# Nobody said,  " Thank you".



## fuzzybuddy (Sep 13, 2021)

One of the things that kind of grated on me, was when I was discharged from the Navy, there was no "thank you" ceremony. On the day of my discharge, i got up, got into my civies, and went to this window. A guy gave me my DD 214, and closed the window. That was it, I was out of the Navy. Nobody even  said I could go, and after 4 years in the Navy, you got accustomed to having someone tell you what to do. I remember my induction ceremony. They chained the doors, so we couldn't run away, but at least it WAS a ceremony. And when I think of all the petty nonsense with Navy rituals,  I put up with through 4 years, they couldn't have some guy say, "thank you", when you were going out the door.,
That was in 1972, and it still bothers me.


----------



## feywon (Sep 13, 2021)

Don't blame you.  One of my sons did 20 yrs, retiring in 2014. The Navy itself didn't do a 'ceremony' but his CO recommended and helped organize a small one because he realized rituals important especially. His CO, his chaplain and some his comrades attended. He flew daughter and i out for it. 


And thank you for your service, it was a rough time to be in service whether one got sent to Nam or not.


----------



## squatting dog (Sep 13, 2021)

It used to bother me, but, I think I've gotten over it. When my time was up, they plucked me out of a firebase somewhere in the iron triangle and flew me direct to Da Nang where I took a commercial flight home. Still in my jungle fatigues. Got to Oakland, grabbed a cab to San Francisco and nabbed a flight back to NY. pounded on the door of my friends apartment and scared the heck out of him. (he told me later it looked like I had jumped out of the 6 o'clock news on tv). We headed for the nearest bar, drank a bit, and then proceeded to pull my car out of storage. Took off for New England right away, (maybe not the smartest thing seeing how we had boozed up a might). Anyway, less than 7 hours later, they were pulling us out of my wrecked car and taking us to the hospital.

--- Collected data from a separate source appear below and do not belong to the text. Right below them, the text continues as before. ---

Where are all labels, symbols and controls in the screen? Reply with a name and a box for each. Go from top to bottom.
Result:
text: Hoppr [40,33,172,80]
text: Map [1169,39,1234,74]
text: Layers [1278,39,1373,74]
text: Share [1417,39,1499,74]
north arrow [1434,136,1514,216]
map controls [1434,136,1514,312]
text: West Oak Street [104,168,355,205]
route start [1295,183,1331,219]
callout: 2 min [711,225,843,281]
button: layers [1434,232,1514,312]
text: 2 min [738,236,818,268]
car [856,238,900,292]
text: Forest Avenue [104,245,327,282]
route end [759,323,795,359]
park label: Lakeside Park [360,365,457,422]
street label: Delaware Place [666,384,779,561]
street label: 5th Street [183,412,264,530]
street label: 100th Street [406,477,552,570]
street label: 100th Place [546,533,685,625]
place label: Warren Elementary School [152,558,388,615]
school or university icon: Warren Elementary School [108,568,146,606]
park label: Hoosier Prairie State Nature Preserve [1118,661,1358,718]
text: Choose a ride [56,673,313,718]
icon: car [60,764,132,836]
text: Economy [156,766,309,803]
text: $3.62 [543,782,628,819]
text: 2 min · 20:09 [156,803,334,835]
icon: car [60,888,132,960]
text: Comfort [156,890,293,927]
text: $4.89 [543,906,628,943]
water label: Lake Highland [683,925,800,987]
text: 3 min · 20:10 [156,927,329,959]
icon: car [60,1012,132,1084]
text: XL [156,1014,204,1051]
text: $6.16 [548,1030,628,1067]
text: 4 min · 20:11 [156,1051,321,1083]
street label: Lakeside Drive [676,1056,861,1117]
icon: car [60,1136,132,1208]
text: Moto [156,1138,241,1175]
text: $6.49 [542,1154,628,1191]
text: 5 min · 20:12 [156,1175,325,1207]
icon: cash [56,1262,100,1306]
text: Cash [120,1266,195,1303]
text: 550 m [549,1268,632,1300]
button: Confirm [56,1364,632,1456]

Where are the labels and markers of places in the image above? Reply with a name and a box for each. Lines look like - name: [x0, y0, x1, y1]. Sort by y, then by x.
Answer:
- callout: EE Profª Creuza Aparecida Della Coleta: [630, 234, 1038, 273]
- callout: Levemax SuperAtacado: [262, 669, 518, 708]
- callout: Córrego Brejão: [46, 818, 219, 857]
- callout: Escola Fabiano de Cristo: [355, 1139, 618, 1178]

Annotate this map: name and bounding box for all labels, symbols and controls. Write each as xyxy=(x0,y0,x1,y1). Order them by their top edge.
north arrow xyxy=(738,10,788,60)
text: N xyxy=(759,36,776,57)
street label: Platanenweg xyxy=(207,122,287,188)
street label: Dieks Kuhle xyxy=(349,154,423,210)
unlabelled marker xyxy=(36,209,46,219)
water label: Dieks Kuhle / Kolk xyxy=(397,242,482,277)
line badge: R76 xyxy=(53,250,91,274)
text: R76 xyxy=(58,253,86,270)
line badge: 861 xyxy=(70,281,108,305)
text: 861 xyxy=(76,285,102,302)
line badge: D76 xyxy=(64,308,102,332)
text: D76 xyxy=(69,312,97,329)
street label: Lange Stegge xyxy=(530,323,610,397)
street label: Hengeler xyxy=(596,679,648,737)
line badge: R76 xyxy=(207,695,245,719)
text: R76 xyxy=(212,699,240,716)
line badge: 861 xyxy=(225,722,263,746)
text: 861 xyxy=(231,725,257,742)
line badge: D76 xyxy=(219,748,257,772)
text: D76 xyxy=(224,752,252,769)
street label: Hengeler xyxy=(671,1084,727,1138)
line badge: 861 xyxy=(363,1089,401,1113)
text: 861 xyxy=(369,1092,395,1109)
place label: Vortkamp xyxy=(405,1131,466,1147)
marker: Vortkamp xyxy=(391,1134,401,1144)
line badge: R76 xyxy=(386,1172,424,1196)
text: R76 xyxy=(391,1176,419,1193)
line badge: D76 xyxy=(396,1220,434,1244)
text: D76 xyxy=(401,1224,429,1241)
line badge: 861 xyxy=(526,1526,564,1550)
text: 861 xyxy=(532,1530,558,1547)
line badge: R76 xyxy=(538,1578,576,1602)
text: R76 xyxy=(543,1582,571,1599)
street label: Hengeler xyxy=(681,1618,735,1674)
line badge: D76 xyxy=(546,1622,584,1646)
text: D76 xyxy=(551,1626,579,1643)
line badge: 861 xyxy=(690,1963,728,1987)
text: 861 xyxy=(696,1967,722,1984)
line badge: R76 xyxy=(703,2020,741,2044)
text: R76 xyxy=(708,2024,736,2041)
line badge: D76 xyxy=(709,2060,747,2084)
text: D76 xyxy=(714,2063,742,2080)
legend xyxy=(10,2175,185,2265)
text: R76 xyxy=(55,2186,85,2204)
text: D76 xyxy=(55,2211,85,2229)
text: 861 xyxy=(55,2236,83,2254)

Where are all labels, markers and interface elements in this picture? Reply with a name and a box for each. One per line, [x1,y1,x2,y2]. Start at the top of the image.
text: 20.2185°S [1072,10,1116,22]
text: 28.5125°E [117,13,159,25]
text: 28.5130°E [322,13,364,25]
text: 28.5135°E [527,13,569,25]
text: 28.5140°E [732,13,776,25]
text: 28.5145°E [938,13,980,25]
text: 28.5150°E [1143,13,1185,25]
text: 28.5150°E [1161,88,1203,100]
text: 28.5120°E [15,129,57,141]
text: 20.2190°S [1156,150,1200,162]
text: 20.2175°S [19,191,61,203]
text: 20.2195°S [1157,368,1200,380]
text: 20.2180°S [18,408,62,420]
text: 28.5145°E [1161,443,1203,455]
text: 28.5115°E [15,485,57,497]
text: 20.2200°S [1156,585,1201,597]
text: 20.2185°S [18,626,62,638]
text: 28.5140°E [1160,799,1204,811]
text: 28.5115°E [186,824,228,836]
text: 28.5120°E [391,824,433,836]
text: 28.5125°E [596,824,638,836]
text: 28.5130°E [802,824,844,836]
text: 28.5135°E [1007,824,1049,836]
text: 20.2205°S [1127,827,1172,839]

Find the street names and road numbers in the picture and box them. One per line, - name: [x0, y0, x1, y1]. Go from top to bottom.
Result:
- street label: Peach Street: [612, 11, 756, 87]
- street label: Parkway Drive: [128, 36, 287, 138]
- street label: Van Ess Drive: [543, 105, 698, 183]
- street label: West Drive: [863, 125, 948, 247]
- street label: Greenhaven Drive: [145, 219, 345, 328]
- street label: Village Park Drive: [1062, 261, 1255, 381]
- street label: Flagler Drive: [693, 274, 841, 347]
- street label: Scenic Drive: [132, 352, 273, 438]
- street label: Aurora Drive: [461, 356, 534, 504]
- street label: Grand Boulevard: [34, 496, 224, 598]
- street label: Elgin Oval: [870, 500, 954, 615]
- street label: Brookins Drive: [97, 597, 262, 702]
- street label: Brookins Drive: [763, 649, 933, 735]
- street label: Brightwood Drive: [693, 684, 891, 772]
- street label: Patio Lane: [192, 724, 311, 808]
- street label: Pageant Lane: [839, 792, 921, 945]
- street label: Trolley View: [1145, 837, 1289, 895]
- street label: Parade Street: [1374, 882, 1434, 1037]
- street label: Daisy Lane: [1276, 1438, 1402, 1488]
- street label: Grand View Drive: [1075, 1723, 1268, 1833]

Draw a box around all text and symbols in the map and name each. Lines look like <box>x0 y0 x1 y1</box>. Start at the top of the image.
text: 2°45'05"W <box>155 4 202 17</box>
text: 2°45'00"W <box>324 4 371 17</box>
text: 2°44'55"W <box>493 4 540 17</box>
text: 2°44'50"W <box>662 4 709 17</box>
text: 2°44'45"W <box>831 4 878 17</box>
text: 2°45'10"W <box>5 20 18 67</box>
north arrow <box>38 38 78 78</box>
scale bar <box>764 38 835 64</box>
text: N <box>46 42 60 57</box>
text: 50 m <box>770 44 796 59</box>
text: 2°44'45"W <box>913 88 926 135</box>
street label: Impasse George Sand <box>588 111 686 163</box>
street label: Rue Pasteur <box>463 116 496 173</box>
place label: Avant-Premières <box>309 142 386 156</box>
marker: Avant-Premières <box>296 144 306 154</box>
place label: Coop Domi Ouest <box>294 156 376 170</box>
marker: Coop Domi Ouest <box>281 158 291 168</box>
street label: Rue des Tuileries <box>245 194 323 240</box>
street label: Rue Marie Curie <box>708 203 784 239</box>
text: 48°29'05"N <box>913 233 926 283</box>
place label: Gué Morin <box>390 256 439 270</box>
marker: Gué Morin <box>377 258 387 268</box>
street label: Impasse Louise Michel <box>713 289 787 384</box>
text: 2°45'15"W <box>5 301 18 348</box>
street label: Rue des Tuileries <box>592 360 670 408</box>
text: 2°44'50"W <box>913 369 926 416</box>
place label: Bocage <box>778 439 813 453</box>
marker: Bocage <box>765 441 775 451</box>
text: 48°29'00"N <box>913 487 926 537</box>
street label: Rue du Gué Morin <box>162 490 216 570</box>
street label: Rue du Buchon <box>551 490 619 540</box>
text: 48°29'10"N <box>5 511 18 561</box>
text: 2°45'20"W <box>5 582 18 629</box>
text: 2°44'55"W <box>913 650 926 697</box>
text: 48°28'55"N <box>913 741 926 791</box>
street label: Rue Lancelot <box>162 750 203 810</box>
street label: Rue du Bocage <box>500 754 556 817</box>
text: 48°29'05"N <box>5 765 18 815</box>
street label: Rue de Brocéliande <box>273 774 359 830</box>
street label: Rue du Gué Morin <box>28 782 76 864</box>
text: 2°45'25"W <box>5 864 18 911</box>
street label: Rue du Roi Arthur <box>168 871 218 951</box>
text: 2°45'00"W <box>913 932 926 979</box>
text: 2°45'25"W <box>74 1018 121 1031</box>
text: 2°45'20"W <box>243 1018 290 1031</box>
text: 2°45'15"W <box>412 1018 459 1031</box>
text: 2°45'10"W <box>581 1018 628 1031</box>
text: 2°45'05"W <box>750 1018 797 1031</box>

I did however get a "welcome home" from the state trooper working the scene. (that's something I  guess)
It wasn't until much later that I discovered that I was supposed to stay in Oakland and be de-briefed and given dress greens.


----------



## hollydolly (Sep 13, 2021)

Yep my ex-husband felt the same way...9 years he served in the Royal Navy in the mid 70's through the 80's...


----------



## HarryHawk (Sep 13, 2021)

My dad was a WWII veteran.  The one thing he wanted when he passed was a military honor guard at the cemetery.  There was a local veterans group who was originally supposed to provide a ceremony.  They called as we were leaving the church after the funeral to tell us they would not be able to make the service.

I was upset and wanted to see if there was some way to grant my father his dying wish.  I ended up contacting the Department of Navy.  I told my story, the reply was -- "The Navy takes care of it's own."  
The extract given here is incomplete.